■ Work required
Please say how many lines in the records below contain the word "they", giving only the number.

Stored data entries:
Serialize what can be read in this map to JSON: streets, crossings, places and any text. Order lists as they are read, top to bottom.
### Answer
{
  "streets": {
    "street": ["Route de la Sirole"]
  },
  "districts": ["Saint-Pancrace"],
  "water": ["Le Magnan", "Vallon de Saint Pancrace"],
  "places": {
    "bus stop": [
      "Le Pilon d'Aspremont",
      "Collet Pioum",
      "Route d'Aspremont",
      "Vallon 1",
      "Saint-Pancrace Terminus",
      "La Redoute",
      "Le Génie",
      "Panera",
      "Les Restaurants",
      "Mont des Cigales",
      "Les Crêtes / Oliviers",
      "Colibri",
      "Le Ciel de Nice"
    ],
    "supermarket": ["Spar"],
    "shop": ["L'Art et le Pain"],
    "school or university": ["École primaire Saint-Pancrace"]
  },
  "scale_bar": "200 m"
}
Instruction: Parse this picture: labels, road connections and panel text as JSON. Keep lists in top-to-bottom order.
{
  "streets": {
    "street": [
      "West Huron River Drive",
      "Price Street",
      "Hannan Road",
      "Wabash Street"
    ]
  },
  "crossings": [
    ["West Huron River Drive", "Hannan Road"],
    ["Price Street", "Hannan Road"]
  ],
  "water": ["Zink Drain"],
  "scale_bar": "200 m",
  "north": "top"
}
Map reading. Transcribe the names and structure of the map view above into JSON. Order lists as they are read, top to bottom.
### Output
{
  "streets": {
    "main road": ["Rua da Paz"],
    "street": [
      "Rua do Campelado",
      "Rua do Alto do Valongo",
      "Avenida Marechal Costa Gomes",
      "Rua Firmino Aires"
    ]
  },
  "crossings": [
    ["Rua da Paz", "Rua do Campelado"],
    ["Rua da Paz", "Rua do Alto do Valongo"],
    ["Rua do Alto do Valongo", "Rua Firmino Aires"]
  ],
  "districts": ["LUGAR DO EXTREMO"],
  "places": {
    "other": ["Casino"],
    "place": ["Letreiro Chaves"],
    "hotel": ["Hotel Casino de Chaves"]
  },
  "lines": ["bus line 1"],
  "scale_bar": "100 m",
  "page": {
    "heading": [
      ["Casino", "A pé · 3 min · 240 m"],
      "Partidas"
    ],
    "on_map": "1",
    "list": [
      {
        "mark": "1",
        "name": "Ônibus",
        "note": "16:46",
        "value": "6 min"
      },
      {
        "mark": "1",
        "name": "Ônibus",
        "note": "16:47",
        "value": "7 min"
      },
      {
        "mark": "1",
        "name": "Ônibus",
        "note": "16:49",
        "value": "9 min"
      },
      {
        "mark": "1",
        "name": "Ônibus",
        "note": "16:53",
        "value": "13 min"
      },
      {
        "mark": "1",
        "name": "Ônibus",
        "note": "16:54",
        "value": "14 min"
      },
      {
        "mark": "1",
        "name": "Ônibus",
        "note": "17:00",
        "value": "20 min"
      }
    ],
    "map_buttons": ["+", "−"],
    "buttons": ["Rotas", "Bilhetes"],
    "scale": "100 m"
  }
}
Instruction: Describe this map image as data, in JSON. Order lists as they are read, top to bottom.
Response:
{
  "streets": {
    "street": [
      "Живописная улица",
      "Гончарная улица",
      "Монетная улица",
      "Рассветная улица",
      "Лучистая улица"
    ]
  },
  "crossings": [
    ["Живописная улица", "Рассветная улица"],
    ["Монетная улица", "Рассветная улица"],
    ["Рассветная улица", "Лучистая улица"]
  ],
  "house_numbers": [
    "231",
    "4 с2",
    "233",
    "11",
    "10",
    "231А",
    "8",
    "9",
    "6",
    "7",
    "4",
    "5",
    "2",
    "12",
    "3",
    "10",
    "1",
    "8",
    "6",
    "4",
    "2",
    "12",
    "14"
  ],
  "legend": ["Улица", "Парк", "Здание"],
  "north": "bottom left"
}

■ Task result
3